Input data ▸

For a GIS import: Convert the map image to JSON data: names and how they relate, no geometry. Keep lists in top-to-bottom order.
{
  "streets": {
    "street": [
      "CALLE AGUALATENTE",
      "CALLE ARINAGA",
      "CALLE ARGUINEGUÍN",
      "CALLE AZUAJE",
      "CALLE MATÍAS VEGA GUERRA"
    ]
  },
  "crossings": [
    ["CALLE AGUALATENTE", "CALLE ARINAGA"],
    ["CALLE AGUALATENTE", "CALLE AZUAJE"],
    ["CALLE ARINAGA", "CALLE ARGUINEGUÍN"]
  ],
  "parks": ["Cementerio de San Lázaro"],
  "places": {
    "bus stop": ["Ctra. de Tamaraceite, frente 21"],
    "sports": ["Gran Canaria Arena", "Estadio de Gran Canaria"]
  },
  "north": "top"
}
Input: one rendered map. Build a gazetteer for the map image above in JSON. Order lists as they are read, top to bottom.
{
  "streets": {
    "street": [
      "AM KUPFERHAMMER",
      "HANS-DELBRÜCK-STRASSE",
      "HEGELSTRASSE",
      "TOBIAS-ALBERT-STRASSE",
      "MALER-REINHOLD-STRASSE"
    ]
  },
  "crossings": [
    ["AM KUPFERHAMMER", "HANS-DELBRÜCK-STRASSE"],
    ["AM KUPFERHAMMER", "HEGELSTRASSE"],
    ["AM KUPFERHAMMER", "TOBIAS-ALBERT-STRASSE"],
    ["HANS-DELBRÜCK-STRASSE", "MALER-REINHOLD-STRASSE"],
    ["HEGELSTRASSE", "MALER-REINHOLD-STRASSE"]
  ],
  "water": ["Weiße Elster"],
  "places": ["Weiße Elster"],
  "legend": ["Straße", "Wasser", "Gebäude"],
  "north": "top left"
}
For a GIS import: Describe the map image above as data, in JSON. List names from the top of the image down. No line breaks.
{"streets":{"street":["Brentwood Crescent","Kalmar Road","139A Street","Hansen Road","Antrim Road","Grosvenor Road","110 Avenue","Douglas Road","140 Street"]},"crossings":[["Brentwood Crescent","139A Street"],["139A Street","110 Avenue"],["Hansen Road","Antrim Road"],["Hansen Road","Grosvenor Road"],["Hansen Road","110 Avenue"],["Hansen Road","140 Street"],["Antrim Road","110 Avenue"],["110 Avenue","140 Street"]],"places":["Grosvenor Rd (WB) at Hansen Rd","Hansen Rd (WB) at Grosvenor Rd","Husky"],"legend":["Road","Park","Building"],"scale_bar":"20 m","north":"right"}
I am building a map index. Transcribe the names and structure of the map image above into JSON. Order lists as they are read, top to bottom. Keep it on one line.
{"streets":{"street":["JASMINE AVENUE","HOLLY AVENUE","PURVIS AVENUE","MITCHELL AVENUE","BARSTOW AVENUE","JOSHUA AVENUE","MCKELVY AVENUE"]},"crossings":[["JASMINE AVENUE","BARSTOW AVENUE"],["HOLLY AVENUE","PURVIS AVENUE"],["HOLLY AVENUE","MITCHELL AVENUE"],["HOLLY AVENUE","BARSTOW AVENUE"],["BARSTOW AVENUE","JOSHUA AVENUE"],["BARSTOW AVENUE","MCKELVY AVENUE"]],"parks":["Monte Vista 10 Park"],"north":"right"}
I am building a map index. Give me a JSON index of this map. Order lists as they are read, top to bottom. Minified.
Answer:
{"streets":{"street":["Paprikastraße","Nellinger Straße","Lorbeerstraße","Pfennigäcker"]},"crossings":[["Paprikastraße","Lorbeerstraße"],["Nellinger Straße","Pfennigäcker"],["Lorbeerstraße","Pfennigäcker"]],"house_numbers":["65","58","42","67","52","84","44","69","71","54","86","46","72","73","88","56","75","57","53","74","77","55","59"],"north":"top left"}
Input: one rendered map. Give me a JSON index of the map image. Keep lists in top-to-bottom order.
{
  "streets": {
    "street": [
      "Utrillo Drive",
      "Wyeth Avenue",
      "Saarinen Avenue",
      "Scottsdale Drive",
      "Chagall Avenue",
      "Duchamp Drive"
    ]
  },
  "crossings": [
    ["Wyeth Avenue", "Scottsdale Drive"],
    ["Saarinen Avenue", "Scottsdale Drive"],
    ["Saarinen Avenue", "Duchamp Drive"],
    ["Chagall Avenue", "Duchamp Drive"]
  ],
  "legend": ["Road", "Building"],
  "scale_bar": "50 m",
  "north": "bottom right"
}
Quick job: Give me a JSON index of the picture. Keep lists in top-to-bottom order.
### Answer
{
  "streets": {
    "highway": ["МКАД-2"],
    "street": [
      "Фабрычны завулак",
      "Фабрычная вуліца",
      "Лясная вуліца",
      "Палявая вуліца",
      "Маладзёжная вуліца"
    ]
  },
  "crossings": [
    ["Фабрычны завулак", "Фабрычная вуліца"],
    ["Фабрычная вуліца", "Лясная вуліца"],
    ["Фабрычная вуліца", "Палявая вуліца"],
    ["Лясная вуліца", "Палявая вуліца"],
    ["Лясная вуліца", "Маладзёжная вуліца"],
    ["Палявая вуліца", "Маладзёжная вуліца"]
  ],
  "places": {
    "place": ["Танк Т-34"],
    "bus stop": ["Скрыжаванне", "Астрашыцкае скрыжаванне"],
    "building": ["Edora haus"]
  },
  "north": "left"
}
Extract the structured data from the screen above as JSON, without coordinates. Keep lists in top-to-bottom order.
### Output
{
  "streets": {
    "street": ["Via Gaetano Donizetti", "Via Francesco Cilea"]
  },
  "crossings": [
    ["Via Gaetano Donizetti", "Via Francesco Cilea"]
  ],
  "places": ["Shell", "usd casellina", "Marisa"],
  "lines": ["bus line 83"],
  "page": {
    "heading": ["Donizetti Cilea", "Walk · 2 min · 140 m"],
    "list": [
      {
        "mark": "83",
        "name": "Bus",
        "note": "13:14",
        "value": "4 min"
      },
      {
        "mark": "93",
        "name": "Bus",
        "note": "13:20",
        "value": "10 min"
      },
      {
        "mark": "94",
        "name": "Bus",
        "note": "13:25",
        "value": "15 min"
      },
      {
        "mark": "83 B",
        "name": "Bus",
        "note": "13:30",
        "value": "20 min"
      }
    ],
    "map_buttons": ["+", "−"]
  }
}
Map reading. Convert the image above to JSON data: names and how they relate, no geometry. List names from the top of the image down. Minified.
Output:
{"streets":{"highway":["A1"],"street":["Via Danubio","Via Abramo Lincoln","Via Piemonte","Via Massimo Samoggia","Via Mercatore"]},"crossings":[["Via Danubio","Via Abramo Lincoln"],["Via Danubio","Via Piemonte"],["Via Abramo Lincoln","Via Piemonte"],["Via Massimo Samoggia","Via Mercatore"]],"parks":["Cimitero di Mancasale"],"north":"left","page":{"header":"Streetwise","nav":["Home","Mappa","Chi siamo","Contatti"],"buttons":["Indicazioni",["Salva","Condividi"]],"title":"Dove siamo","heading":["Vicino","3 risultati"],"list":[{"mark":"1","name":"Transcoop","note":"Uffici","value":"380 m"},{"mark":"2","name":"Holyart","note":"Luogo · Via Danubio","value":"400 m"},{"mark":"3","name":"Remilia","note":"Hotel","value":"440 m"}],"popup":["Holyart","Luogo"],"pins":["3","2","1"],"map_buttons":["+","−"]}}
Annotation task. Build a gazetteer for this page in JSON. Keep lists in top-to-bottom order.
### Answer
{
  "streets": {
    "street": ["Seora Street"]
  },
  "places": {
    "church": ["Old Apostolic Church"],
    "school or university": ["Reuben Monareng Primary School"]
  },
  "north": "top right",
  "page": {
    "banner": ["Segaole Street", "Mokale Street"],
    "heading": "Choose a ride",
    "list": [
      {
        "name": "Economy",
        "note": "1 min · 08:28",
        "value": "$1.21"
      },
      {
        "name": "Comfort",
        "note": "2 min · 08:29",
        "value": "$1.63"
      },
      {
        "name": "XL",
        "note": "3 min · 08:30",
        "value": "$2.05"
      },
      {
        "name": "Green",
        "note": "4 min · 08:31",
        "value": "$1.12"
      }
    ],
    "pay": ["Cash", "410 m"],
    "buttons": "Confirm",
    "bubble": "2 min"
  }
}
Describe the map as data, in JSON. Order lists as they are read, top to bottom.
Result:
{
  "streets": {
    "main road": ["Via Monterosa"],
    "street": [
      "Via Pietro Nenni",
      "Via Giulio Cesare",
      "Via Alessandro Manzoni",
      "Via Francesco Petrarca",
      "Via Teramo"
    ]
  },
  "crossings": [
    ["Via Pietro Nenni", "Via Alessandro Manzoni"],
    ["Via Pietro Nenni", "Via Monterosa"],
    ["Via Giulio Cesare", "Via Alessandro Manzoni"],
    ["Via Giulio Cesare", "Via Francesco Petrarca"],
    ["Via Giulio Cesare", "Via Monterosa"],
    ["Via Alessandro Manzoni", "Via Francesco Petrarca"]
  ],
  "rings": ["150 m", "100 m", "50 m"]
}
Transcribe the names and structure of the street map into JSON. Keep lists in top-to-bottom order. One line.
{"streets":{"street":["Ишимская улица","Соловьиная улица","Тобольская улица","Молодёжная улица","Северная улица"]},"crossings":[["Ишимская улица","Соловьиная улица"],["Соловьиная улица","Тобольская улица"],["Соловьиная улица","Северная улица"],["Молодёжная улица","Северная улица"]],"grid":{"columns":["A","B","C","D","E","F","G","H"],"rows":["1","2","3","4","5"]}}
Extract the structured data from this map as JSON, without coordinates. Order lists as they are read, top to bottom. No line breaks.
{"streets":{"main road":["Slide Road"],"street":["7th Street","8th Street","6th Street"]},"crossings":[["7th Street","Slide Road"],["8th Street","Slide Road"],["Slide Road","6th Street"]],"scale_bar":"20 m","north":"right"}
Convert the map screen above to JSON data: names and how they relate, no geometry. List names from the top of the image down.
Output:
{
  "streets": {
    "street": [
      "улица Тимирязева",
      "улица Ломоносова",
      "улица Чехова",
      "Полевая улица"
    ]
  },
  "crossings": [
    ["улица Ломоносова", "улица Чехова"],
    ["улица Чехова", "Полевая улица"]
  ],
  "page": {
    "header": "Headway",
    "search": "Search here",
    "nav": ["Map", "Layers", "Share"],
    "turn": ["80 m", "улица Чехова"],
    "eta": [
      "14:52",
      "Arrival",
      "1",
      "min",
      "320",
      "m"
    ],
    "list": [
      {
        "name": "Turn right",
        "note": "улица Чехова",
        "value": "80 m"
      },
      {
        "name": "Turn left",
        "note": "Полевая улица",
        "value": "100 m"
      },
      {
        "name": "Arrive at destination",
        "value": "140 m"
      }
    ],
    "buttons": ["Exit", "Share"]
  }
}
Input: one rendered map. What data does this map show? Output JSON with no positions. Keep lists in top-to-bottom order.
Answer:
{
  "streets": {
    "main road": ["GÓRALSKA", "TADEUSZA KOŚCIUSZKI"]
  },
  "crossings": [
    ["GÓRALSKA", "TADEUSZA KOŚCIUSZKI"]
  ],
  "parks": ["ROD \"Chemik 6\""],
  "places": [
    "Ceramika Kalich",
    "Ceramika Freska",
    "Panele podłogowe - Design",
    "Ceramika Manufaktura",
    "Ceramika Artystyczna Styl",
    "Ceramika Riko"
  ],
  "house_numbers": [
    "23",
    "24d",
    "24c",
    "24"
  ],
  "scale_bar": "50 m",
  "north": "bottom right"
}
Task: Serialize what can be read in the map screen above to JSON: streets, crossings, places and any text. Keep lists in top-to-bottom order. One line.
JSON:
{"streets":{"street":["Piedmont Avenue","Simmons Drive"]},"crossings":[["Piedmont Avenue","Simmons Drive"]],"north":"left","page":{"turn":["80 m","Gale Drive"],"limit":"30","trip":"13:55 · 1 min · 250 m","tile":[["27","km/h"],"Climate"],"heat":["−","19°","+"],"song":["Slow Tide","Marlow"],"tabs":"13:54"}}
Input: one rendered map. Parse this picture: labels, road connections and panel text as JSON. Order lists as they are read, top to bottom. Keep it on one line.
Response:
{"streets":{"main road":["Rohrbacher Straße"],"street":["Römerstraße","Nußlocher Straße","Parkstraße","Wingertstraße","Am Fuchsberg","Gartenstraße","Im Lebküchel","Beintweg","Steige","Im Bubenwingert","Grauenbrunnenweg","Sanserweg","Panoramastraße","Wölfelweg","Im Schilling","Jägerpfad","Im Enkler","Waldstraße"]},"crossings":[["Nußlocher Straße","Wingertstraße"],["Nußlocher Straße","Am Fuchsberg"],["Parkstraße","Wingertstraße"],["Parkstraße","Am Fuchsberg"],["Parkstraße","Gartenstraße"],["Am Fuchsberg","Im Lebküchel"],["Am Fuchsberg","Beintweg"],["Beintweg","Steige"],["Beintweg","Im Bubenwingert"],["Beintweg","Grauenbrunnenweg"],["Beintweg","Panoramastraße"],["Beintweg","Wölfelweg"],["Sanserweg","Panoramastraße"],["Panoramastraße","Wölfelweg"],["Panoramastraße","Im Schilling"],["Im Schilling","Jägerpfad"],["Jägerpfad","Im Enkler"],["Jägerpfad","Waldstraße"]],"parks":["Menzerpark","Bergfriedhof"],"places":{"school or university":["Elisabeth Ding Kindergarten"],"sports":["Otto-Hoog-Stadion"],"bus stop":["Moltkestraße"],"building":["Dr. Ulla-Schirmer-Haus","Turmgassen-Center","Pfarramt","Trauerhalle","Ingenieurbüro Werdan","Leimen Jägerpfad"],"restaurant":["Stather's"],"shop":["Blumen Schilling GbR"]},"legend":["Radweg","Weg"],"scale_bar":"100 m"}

What you are asked to do ▸ When a line of the entries above contains the word "screen", include it in a tally, then give that tally alone.

Output of the task ▸ 3